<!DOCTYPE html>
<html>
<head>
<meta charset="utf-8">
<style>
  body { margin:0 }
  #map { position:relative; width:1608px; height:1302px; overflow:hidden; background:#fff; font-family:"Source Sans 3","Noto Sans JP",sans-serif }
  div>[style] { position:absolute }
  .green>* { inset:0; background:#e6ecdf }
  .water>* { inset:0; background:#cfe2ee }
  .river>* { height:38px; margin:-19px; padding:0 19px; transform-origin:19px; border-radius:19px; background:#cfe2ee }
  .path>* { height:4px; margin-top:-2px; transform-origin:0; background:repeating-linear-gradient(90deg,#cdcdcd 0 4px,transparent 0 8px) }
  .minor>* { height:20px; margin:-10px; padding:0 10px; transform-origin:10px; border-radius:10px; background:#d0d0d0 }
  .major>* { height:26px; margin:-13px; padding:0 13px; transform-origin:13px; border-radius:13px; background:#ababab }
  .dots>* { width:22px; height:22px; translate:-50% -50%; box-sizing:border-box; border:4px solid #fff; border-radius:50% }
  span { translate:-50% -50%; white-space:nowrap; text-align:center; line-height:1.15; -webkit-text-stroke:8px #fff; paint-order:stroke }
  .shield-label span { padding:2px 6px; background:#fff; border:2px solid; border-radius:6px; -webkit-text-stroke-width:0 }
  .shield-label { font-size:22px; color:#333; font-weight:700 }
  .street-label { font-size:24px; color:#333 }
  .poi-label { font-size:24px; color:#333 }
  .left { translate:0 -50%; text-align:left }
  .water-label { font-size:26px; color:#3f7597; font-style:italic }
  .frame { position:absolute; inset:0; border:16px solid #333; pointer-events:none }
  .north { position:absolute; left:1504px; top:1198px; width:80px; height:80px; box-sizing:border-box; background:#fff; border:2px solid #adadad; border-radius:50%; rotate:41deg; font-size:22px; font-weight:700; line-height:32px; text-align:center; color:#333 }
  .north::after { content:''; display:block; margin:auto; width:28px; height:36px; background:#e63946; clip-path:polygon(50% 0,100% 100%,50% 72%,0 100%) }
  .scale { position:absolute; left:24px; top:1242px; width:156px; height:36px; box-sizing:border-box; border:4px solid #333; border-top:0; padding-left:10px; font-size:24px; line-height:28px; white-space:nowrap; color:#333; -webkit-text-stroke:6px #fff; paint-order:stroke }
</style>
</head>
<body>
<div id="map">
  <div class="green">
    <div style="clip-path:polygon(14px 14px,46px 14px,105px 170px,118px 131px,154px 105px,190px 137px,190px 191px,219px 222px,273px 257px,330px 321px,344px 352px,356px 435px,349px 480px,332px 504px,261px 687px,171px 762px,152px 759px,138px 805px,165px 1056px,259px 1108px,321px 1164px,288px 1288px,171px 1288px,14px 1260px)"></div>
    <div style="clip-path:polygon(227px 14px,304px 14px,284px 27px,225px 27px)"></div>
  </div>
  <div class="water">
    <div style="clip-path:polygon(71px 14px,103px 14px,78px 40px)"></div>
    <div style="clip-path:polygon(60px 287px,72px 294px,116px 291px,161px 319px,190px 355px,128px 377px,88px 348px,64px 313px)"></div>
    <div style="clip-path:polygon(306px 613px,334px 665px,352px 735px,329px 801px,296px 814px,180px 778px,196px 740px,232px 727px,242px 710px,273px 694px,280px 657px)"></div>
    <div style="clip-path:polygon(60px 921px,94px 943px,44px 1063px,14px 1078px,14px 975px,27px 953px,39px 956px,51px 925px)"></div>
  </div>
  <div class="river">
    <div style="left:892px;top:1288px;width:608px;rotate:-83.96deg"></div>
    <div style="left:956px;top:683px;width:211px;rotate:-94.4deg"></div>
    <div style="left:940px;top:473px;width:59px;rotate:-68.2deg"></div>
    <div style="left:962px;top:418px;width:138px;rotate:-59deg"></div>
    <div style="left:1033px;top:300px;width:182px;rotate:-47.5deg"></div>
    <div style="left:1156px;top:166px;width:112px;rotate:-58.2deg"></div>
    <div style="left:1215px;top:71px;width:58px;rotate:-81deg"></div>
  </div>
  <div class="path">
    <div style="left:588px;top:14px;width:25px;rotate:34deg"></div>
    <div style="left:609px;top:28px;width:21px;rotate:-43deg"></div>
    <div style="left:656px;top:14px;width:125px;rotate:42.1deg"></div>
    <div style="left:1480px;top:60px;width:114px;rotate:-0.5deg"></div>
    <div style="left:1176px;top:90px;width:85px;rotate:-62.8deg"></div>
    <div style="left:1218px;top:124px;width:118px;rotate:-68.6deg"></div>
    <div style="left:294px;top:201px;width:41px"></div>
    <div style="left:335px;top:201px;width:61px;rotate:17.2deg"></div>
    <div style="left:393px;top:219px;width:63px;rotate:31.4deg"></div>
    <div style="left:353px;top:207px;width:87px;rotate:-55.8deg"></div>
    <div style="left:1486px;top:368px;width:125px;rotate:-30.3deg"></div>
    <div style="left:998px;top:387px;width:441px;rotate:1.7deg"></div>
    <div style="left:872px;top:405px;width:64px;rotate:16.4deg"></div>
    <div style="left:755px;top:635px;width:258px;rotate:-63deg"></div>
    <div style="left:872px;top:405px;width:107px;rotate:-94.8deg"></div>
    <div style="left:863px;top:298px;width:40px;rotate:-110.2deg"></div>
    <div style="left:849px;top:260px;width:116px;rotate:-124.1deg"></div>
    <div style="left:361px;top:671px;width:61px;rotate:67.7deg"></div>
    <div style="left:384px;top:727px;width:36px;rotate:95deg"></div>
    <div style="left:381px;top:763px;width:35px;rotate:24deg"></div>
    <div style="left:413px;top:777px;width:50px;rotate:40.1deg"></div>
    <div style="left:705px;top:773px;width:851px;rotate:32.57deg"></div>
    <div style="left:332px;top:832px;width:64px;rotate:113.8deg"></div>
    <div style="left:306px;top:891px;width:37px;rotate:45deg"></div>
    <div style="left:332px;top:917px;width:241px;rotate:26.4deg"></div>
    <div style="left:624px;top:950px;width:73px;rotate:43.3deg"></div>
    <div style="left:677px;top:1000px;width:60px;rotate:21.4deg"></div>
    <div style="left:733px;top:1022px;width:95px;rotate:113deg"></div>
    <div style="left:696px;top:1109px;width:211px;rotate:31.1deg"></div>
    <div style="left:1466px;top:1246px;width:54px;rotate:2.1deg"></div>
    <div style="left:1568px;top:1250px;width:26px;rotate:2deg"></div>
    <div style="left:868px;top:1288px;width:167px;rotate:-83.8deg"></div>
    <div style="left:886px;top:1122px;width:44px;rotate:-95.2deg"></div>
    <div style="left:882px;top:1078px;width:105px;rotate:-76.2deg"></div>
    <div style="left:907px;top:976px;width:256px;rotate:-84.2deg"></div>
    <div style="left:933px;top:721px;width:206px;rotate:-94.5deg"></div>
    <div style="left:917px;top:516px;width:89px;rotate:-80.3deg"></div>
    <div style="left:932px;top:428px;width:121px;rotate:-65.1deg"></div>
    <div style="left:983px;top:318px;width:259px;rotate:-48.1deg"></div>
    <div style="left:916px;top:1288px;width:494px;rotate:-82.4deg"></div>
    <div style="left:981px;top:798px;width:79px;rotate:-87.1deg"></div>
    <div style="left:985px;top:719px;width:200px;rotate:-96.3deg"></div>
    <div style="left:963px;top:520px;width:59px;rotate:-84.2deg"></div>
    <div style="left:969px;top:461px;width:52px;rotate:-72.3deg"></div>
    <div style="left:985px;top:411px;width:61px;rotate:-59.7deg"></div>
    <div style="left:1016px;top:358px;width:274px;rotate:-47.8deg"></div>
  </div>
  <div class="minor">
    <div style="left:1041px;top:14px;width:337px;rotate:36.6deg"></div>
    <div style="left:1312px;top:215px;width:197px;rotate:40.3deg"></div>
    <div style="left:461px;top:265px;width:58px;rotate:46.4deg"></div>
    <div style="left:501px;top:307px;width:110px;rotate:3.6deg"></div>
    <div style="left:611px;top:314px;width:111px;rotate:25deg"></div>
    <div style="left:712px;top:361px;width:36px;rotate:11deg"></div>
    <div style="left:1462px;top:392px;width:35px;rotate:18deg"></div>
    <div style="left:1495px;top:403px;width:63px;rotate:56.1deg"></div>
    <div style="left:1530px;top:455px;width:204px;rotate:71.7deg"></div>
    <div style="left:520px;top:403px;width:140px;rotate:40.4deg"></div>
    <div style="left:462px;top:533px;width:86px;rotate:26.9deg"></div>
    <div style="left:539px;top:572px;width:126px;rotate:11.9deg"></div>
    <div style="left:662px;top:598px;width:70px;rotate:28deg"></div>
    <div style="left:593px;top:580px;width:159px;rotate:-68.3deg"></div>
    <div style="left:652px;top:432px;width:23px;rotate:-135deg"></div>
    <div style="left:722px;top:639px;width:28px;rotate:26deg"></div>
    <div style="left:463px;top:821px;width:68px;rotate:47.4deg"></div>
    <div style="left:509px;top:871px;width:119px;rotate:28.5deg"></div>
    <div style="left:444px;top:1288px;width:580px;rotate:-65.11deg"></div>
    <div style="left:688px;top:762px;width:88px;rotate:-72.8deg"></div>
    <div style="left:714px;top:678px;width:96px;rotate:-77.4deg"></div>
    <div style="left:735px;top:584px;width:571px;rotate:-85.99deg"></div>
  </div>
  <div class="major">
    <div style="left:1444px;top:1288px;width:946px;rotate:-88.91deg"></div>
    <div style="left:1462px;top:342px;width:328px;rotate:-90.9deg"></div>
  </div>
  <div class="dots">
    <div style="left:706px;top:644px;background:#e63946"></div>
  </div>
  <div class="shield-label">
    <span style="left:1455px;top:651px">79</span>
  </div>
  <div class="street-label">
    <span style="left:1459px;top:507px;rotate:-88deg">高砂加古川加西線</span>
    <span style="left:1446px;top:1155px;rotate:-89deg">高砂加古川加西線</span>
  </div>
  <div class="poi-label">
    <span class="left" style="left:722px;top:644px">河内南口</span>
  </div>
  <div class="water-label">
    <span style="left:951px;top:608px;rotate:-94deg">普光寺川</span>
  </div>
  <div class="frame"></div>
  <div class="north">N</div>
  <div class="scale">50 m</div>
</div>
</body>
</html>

- WHAT YOU NEED TO DO -
Once the line with "position:relative; width:1608px; height:1302px;" is found in the records above, print exactly that line and every line after it through the line with "width:22px; height:22px; translate:-50%".

- REPLY -
  #map { position:relative; width:1608px; height:1302px; overflow:hidden; background:#fff; font-family:"Source Sans 3","Noto Sans JP",sans-serif }
  div>[style] { position:absolute }
  .green>* { inset:0; background:#e6ecdf }
  .water>* { inset:0; background:#cfe2ee }
  .river>* { height:38px; margin:-19px; padding:0 19px; transform-origin:19px; border-radius:19px; background:#cfe2ee }
  .path>* { height:4px; margin-top:-2px; transform-origin:0; background:repeating-linear-gradient(90deg,#cdcdcd 0 4px,transparent 0 8px) }
  .minor>* { height:20px; margin:-10px; padding:0 10px; transform-origin:10px; border-radius:10px; background:#d0d0d0 }
  .major>* { height:26px; margin:-13px; padding:0 13px; transform-origin:13px; border-radius:13px; background:#ababab }
  .dots>* { width:22px; height:22px; translate:-50% -50%; box-sizing:border-box; border:4px solid #fff; border-radius:50% }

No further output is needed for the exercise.